私の通う東京ロシア語学院は、日本で唯一のロシア語専門学校です。学院に興味を持ってくださる方に少しでも情報をお知らせしたく、エピソードを紹介いたします。

※関係者の方で不快に思われる方がいらっしゃいましたら削除いたしますので、お知らせください。

全国ロシア語コンクール 当日

少し早めに起きて着替えてメイクをしました。髪型がなかなか決まらず時間がかかり、最終的にはまとめ髪に決定。コンクールの服装について学院の先輩であるイリヤに相談をしたら「僕は普段着で行きますが優勝者はスーツを着てくる人が多いです」と教えてくれたので、予定通りスーツを着用し、ロシアらしく華やかにするため、スーツにネクタイをし、網タイツを履きました。メイクはDiorのクリスマス限定コスメでキラキラを加えました。

経堂までの道のりでは、やはりガリーナ先生の朗読を聞き続けました。マナーが悪いことなど承知の上、独り言をロシア語で話し続けることが大変奇異であり不快に思われることは解っていたけれど、コンクールまでの3日間、私は職場の昼休み、トイレ、バスの中、学校まで、自宅まで、スポーツジムの浴場など、どこでもつぶやき続けました。仕事8時間、学校2時間、睡眠8時間+α、概算6時間×3日の中でどれだけ練習できるかわからなかったので、咳か、スピーチか、私のスキマ時間のほとんどを費やしていました。コンクールまで時間が無かったので。

応援に来てくれた友達と経堂のマックで待ち合わせして、学院へ。バザー併設のため1階は混雑しており、2階へ上がって山内先生に最終チェックをしてもらおうと事務局へ声をかけたら、山内先生はお取込み中。3階の控室へ行くと、強敵の高校生がネイティブ講師と練習をしていました。・・・敵わないかもしれない。不安が襲いかかり、控室を出て、開催まで事務局付近でウロウロしていました。すると佐川先生が現れ、屋上でずっと練習してたから暑い!と言っていました。コンクール後、これでようやく眠れるわ、と言っていたことを知るのは数週間後。コンクールのパンフレットを見て、どれも良い内容が書かれていることにまた自信喪失。読むの止めよう。出場者席に早めに座り、会場をぼんやりと眺めていました。山内先生が司会進行役なら、お立場上話すことは無理だな。代わりと言ってはなんですが、佐川先生も吉見先生も卒業生も皆が観客席に、司会は学院2年生の先輩、事務局の皆もいよいよスピーチを聴いてくれる。そして日本ユーラシア協会の副理事長さんが声をかけてくれて緊張がほぐれていきました。優しい眼差しに救われました。発表が始まってからはずっと”私は出来る、私は出来る””私は負けない”と言い聞かせていました。

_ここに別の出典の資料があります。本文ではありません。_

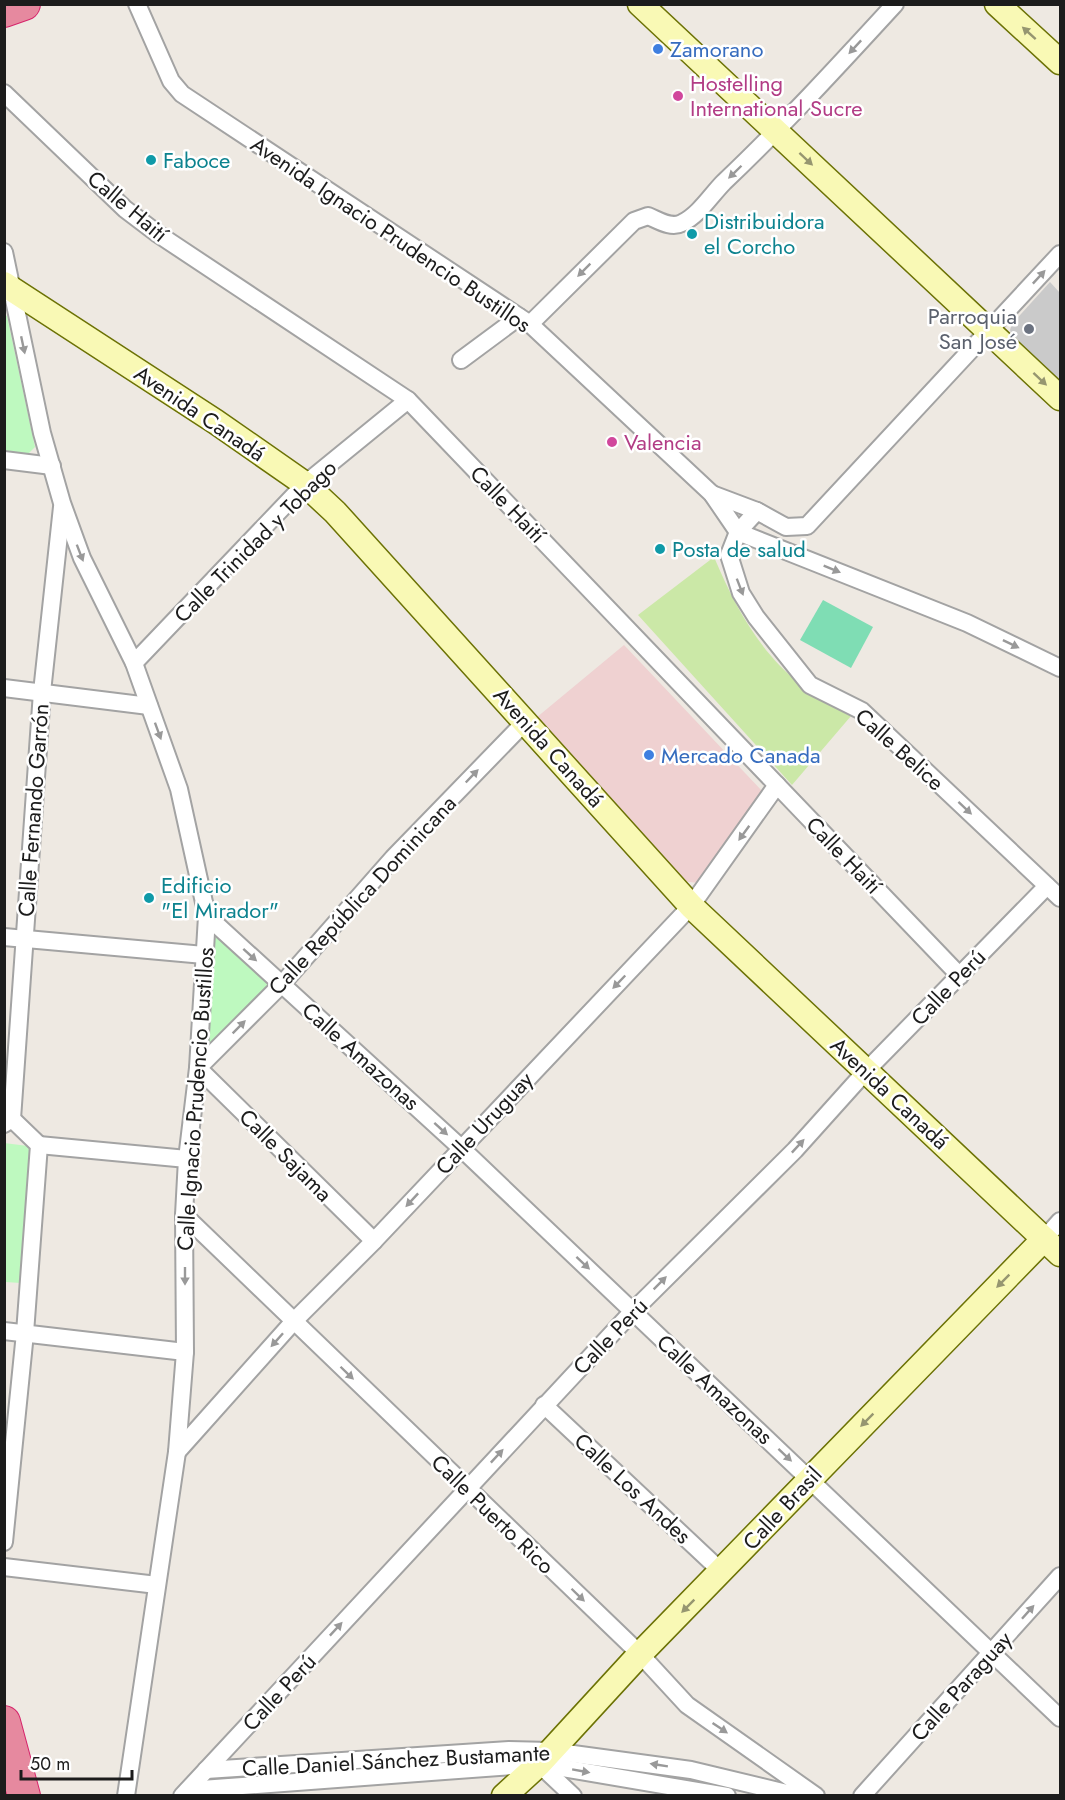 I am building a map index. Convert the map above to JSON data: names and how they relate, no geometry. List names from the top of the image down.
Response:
{
  "streets": {
    "street": [
      "Calle Haití",
      "Avenida Ignacio Prudencio Bustillos",
      "Avenida Canadá",
      "Calle Trinidad y Tobago",
      "Calle Belice",
      "Calle Fernando Garrón",
      "Calle República Dominicana",
      "Calle Perú",
      "Calle Amazonas",
      "Calle Ignacio Prudencio Bustillos",
      "Calle Uruguay",
      "Calle Sajama",
      "Calle Los Andes",
      "Calle Brasil",
      "Calle Puerto Rico",
      "Calle Paraguay",
      "Calle Daniel Sánchez Bustamante"
    ]
  },
  "crossings": [
    ["Calle Haití", "Calle Trinidad y Tobago"],
    ["Calle Haití", "Calle Perú"],
    ["Calle Haití", "Calle Uruguay"],
    ["Avenida Ignacio Prudencio Bustillos", "Calle Belice"],
    ["Avenida Canadá", "Calle Trinidad y Tobago"],
    ["Avenida Canadá", "Calle República Dominicana"],
    ["Avenida Canadá", "Calle Perú"],
    ["Avenida Canadá", "Calle Ignacio Prudencio Bustillos"],
    ["Avenida Canadá", "Calle Uruguay"],
    ["Avenida Canadá", "Calle Brasil"],
    ["Calle Trinidad y Tobago", "Calle Ignacio Prudencio Bustillos"],
    ["Calle Belice", "Calle Perú"],
    ["Calle Fernando Garrón", "Calle Ignacio Prudencio Bustillos"],
    ["Calle República Dominicana", "Calle Amazonas"],
    ["Calle República Dominicana", "Calle Ignacio Prudencio Bustillos"],
    ["Calle República Dominicana", "Calle Sajama"],
    ["Calle Perú", "Calle Amazonas"],
    ["Calle Perú", "Calle Los Andes"],
    ["Calle Perú", "Calle Puerto Rico"],
    ["Calle Perú", "Calle Daniel Sánchez Bustamante"],
    ["Calle Amazonas", "Calle Ignacio Prudencio Bustillos"],
    ["Calle Amazonas", "Calle Uruguay"],
    ["Calle Amazonas", "Calle Brasil"],
    ["Calle Amazonas", "Calle Paraguay"],
    ["Calle Ignacio Prudencio Bustillos", "Calle Uruguay"],
    ["Calle Ignacio Prudencio Bustillos", "Calle Sajama"],
    ["Calle Ignacio Prudencio Bustillos", "Calle Puerto Rico"],
    ["Calle Uruguay", "Calle Sajama"],
    ["Calle Uruguay", "Calle Puerto Rico"],
    ["Calle Los Andes", "Calle Brasil"],
    ["Calle Brasil", "Calle Puerto Rico"],
    ["Calle Brasil", "Calle Daniel Sánchez Bustamante"]
  ],
  "one_way": [
    "Calle Belice",
    "Calle República Dominicana",
    "Calle Perú",
    "Calle Amazonas",
    "Calle Ignacio Prudencio Bustillos",
    "Calle Uruguay",
    "Calle Brasil",
    "Calle Puerto Rico"
  ],
  "places": [
    "Zamorano",
    "Hostelling International Sucre",
    "Faboce",
    "Distribuidora el Corcho",
    "Parroquia San José",
    "Valencia",
    "Posta de salud",
    "Mercado Canada",
    "Edificio \"El Mirador\""
  ],
  "scale_bar": "50 m"
}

自分の番が来たとき、”私は待ち望んでいたのよ、皆さんどうぞ私のスピーチを聴いて!”と思えるほど自己顕示欲を高めました。山内先生の添削、翻訳センスを信じていましたから。しかしいざスピーチをすると手が震えていて、頭の中は真っ白に。本番では、練習以上の力は絶対に出ないことを思い知らされました。直せると思っていたはずの単語はいつも通り減点される発音に戻り、最初の一文節で「(大学)」言えなかったし。あっ、しまったと焦ったとき、吉見先生たちが笑っているように見えて、もういいや、楽しめればと開き直りました。10文節目のシリアスな場面に変わるところで間を置きましょうと山内先生からアドバイスされたことを忘れず先生の顔を見たら絶対に目を合わせてくれない。メンタルケア無し!と思いつつ、余裕をもって、審査員の目を思いっきり見ながら「私は(略)ロシア人が心を込めて平和を求めていることを知りました。」と言いました。観客席にはチラホラとロシア人が居たので、最後の文章「ロシア人の平和を愛する心を知ってもらえたら良いでしょう」を伝え、終了。席に戻った後は、これ以上もこれ以下もないので、出場者のスピーチを聴いていました。不安を払拭させるように、私は1位となって嬉しいと、予め山内先生に聞いておいたロシア語を覚えることに努めました。そこに出場者に対する思いやりはありませんでした。休憩になって、先輩からLINEで「私はあなたがすでに上手にロシア語を話すことに驚いた。発音がいい」とメッセージが届きました。涙が出そうなほど嬉しかったです。あなたがライバルだったら敵わなかったけどね(笑)。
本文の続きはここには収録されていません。